# TASK PROMPT:
For the listing below, give the number of lines that include "from" and add nothing to it.
──────── RECORD EXTRACTS
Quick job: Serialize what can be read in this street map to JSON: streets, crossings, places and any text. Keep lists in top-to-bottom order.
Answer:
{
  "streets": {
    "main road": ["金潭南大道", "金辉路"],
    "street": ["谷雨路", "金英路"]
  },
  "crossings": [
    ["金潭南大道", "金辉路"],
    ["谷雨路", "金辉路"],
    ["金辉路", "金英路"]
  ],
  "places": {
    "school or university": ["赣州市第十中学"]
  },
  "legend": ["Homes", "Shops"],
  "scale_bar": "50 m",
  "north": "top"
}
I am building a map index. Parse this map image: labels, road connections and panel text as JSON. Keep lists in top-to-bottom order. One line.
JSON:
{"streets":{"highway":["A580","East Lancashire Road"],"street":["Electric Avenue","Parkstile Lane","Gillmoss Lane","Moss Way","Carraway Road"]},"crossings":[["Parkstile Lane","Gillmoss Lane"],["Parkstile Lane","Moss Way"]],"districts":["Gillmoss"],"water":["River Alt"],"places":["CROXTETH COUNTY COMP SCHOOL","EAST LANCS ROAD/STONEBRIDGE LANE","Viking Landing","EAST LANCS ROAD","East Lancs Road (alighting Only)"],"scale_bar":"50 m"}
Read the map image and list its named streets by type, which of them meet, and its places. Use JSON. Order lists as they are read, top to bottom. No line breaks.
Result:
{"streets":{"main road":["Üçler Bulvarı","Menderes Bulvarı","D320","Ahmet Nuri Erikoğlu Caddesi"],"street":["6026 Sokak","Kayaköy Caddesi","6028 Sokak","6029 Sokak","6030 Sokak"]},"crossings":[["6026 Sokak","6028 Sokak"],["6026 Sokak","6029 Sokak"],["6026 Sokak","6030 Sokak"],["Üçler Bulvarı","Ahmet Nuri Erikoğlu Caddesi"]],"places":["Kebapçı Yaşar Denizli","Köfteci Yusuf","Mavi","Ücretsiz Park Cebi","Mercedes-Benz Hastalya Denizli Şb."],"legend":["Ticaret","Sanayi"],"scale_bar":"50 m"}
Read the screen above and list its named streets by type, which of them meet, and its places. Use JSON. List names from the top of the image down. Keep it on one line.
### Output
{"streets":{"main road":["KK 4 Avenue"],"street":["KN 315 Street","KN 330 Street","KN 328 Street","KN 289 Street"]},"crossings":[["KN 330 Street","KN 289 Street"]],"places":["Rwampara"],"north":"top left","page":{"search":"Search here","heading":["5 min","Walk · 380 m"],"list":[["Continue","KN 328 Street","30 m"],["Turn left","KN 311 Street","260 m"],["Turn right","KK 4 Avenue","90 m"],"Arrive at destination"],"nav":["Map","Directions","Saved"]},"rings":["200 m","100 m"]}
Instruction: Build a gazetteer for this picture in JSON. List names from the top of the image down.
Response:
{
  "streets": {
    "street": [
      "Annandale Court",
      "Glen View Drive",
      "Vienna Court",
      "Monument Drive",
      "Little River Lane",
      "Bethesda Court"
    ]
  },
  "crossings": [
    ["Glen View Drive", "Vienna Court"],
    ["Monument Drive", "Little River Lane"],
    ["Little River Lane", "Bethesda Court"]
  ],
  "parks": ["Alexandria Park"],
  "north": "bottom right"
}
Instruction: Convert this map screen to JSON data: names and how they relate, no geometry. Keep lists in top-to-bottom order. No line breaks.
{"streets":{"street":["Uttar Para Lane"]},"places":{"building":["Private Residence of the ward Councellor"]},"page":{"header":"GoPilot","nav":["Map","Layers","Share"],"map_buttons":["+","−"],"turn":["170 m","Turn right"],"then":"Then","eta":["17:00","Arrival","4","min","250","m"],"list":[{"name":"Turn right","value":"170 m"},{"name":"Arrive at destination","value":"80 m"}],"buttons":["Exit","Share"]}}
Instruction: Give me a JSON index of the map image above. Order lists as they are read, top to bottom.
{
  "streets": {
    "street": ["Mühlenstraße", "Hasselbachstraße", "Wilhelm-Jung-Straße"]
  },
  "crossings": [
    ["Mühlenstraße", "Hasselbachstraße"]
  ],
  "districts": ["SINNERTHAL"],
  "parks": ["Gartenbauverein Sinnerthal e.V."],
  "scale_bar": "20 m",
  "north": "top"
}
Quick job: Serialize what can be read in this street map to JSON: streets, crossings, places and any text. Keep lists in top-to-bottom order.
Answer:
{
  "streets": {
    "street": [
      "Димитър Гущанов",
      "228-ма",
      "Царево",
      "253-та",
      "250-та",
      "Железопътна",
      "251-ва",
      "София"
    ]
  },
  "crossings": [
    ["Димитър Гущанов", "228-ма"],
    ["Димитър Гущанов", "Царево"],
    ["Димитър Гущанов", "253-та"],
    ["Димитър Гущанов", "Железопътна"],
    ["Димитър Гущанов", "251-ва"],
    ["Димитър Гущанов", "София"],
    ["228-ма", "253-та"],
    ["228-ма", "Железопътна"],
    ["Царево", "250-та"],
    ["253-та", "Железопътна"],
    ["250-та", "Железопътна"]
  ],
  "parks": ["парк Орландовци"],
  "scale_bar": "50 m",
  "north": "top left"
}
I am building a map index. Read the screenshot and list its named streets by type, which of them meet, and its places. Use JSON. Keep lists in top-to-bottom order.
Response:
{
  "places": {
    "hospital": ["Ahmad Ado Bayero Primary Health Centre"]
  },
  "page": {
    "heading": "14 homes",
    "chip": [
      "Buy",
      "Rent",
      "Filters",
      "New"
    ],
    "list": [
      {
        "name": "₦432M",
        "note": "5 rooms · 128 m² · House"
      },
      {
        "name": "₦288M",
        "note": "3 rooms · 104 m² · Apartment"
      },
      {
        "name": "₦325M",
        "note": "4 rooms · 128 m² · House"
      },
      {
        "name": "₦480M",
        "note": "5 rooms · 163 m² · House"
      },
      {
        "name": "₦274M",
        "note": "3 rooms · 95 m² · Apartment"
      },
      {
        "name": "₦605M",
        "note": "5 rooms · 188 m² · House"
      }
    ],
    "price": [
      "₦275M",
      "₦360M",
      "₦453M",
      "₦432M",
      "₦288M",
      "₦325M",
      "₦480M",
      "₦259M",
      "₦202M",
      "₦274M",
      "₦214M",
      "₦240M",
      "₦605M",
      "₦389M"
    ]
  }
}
────────────────
# REPLY:
2